THE PROBLEM: Your output should be the exact lines from the start of the data through the line containing "0 4px,transparent 0", with no pictures.

━━━━━━━━━━━━━━━━━━━━━━━━━━━━━━

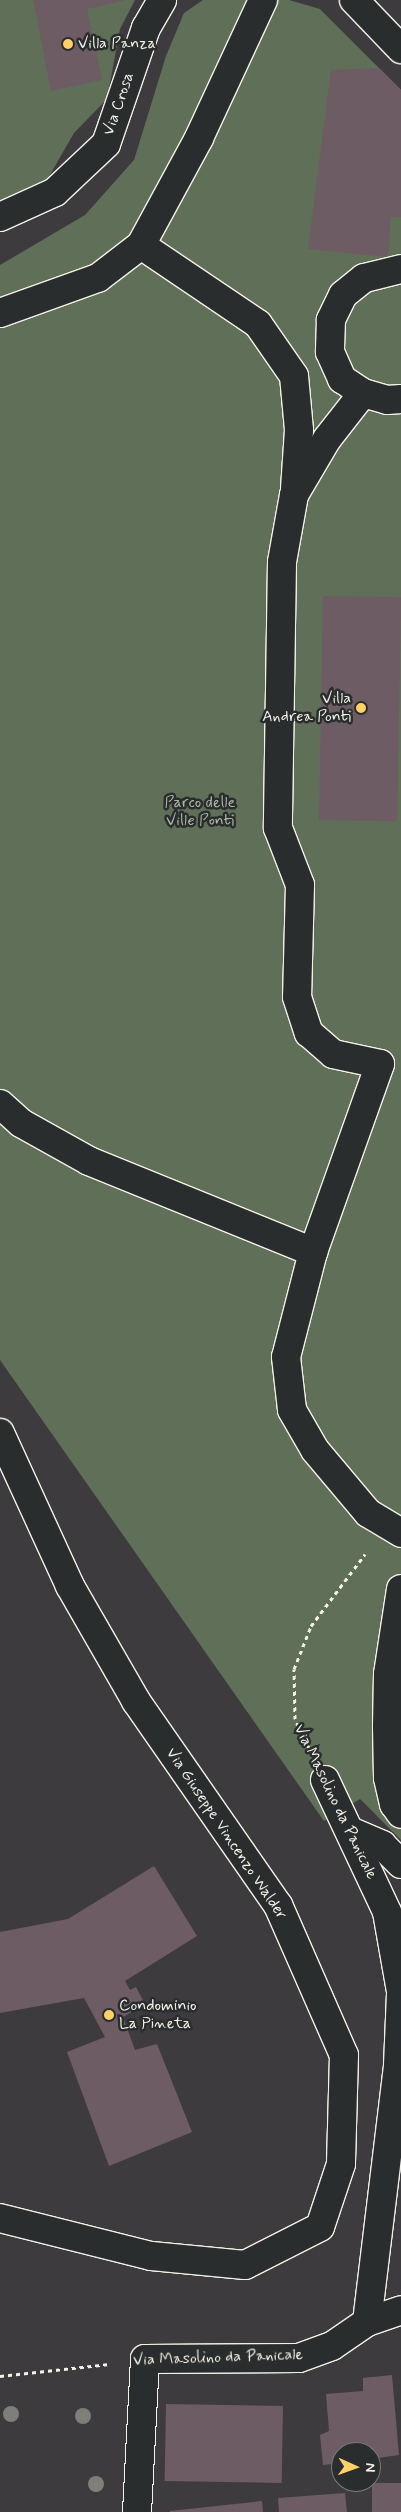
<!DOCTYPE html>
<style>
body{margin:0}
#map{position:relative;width:401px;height:2512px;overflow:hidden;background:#3e3b3e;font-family:Mynerve,sans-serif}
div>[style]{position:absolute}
.green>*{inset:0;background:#606f57}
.building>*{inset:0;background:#6d5c63;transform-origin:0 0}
.path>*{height:3px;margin-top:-1.5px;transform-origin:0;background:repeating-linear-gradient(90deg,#f4f1e8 0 4px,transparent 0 8px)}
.roads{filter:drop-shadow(1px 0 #f4f1e8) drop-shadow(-1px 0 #f4f1e8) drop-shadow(0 1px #f4f1e8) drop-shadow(0 -1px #f4f1e8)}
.pedestrian>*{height:28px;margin:-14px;padding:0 14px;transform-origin:14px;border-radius:14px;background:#2a2d2e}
.minor>*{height:28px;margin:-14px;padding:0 14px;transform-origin:14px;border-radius:14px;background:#2a2d2e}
.trees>*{width:16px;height:16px;margin:-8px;border-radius:50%;background:#7d7f78}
.dots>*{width:14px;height:14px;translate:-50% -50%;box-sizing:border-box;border:2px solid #2a2d2e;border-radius:50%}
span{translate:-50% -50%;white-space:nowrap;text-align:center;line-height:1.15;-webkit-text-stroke:5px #2a2d2e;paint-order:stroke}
.poi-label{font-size:16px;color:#f4f1e8}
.left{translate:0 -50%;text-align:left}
.right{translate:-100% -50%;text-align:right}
.street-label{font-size:16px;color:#f4f1e8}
.park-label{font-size:16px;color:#b1b6a7}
.north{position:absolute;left:331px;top:2442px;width:50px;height:50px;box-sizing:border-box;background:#2a2d2e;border:1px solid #7b7b78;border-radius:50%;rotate:92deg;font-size:14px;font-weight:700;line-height:20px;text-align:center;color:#f4f1e8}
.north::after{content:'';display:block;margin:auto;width:18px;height:22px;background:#ffd166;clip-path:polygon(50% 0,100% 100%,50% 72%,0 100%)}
</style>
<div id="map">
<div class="green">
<div style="clip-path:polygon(0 0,135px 0,120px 29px,107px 99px,74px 133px,47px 180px,0 203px)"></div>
<div style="clip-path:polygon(203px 0,289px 0,320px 9px,401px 90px,401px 1840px,360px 1799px,324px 1821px,0 1360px,0 265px,85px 215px,134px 160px,166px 56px,184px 13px)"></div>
</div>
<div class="building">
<div style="clip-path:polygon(33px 0,126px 0,87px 9px,102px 80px,51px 91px)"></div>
<div style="clip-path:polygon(379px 68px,401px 90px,401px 217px,391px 217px,388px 257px,308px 249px,331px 70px)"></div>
<div style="left:323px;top:596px;width:78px;height:224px;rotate:1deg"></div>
<div style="clip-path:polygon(154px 1866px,197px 1936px,125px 1981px,130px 1990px,136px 1987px,145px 2004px,123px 2017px,135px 2050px,157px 2044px,192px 2132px,109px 2166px,67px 2052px,105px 2037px,84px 1998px,0 2013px,0 1932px,68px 1919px)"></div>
<div style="clip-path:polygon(392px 2375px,399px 2455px,371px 2459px,371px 2452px,341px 2452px,341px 2463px,323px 2465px,320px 2435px,329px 2431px,326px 2394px,363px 2391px,363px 2378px)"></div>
<div style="left:166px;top:2404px;width:117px;height:77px;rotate:1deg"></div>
<div style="left:401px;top:2483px;width:29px;height:29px;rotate:90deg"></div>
<div style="clip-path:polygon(345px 2493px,347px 2512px,279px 2512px,278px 2498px)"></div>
<div style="clip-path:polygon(262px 2501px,263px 2512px,170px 2512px,170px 2511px)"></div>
</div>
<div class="path">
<div style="left:309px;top:1748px;width:32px;rotate:-116deg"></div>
<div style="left:295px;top:1719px;width:50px;rotate:-91.1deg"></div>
<div style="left:294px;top:1669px;width:46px;rotate:-68.4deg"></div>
<div style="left:311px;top:1626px;width:90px;rotate:-53.1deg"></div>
<div style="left:0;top:2376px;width:110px;rotate:-6.3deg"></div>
</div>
<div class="roads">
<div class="pedestrian">
<div style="left:352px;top:1832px;width:33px;rotate:23deg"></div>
<div style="left:382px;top:1845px;width:27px;rotate:45deg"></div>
</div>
<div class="minor">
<div style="left:354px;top:0;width:68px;rotate:46.2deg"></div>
<div style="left:0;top:217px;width:60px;rotate:-24.4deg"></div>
<div style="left:55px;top:192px;width:70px;rotate:-43.3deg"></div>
<div style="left:106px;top:144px;width:123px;rotate:-71deg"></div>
<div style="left:146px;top:28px;width:32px;rotate:-60deg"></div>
<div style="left:141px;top:245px;width:141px;rotate:34deg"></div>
<div style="left:258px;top:324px;width:63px;rotate:55.3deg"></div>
<div style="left:294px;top:376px;width:54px;rotate:84.7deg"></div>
<div style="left:299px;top:430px;width:58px;rotate:93.9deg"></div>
<div style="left:401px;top:269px;width:38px;rotate:166deg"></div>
<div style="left:364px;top:278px;width:27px;rotate:141deg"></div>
<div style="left:343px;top:295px;width:28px;rotate:116deg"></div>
<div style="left:331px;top:320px;width:32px;rotate:92deg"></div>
<div style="left:330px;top:352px;width:30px;rotate:66deg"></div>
<div style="left:342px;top:379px;width:25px;rotate:34deg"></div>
<div style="left:363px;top:393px;width:25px;rotate:16deg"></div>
<div style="left:387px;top:400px;width:14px;rotate:-4deg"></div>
<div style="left:0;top:313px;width:104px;rotate:-19.7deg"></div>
<div style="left:98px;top:278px;width:54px;rotate:-37.5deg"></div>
<div style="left:141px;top:245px;width:122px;rotate:-61.5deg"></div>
<div style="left:199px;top:138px;width:152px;rotate:-65.1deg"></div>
<div style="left:363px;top:393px;width:58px;rotate:128deg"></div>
<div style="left:327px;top:439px;width:65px;rotate:120.5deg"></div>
<div style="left:294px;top:495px;width:68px;rotate:100.2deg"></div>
<div style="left:282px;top:562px;width:266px;rotate:90.9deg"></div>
<div style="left:278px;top:828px;width:61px;rotate:68.9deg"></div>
<div style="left:300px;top:885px;width:112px;rotate:91.5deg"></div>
<div style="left:297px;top:997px;width:38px;rotate:72deg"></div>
<div style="left:309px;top:1033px;width:32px;rotate:41deg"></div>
<div style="left:333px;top:1054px;width:48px;rotate:12deg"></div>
<div style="left:380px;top:1064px;width:200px;rotate:109.6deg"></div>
<div style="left:313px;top:1252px;width:108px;rotate:104.4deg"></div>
<div style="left:286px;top:1357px;width:53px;rotate:83.5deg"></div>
<div style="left:292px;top:1410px;width:46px;rotate:60.1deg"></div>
<div style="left:315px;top:1450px;width:82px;rotate:49.9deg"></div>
<div style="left:368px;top:1513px;width:39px;rotate:31deg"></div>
<div style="left:0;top:1104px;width:28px;rotate:42deg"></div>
<div style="left:21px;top:1123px;width:78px;rotate:29.2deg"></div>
<div style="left:89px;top:1161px;width:242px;rotate:22.1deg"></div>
<div style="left:0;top:1433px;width:168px;rotate:65.4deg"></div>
<div style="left:70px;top:1586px;width:133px;rotate:60.1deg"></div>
<div style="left:136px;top:1701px;width:249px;rotate:55.2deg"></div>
<div style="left:278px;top:1905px;width:164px;rotate:66.3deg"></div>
<div style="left:344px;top:2055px;width:109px;rotate:91.6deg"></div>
<div style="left:341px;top:2164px;width:66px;rotate:108.4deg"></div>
<div style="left:320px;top:2227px;width:84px;rotate:153.1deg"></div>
<div style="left:245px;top:2265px;width:94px;rotate:-174.5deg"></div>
<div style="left:151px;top:2256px;width:156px;rotate:-165.9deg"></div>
<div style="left:401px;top:1589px;width:86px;rotate:98.7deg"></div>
<div style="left:388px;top:1674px;width:52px;rotate:91.1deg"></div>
<div style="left:387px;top:1726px;width:52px;rotate:88.9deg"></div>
<div style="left:388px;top:1778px;width:27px;rotate:77deg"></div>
<div style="left:394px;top:1804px;width:12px;rotate:55deg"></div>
<div style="left:325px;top:1780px;width:146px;rotate:64.8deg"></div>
<div style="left:387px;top:1912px;width:80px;rotate:80deg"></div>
<div style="left:367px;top:2322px;width:259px;rotate:-83.1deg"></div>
<div style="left:398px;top:2065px;width:72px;rotate:-87.6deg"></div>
<div style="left:137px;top:2512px;width:153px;rotate:-87deg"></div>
<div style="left:145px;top:2359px;width:154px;rotate:-0.4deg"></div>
<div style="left:299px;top:2358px;width:35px;rotate:-20deg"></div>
<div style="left:332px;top:2346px;width:42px;rotate:-34.4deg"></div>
<div style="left:367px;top:2322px;width:36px;rotate:-19deg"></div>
</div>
</div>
<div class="trees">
<div style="left:11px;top:2414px"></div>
<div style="left:83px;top:2416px"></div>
<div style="left:96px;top:2484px"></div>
</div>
<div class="dots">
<div style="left:68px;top:44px;background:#ffd166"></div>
<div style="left:361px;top:708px;background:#ffd166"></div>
<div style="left:109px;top:2015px;background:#ffd166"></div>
</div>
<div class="poi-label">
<span class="left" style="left:78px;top:44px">Villa Panza</span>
<span class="right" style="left:351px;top:708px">Villa<br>Andrea Ponti</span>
<span class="left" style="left:119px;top:2015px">Condominio<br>La Pineta</span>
</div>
<div class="street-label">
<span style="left:119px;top:104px;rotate:-71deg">Via Crosa</span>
<span style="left:335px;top:1802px;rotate:64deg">Via Masolino da Panicale</span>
<span style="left:226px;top:1834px;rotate:56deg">Via Giuseppe Vincenzo Walder</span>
<span style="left:218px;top:2358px;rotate:-2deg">Via Masolino da Panicale</span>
</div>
<div class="park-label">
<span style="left:200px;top:812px">Parco delle<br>Ville Ponti</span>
</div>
<div class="north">N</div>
</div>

━━━━━━━━━━━━━━━━━━━━━━━━━━━━━━

REPLY TO THE TASK:
<!DOCTYPE html>
<style>
body{margin:0}
#map{position:relative;width:401px;height:2512px;overflow:hidden;background:#3e3b3e;font-family:Mynerve,sans-serif}
div>[style]{position:absolute}
.green>*{inset:0;background:#606f57}
.building>*{inset:0;background:#6d5c63;transform-origin:0 0}
.path>*{height:3px;margin-top:-1.5px;transform-origin:0;background:repeating-linear-gradient(90deg,#f4f1e8 0 4px,transparent 0 8px)}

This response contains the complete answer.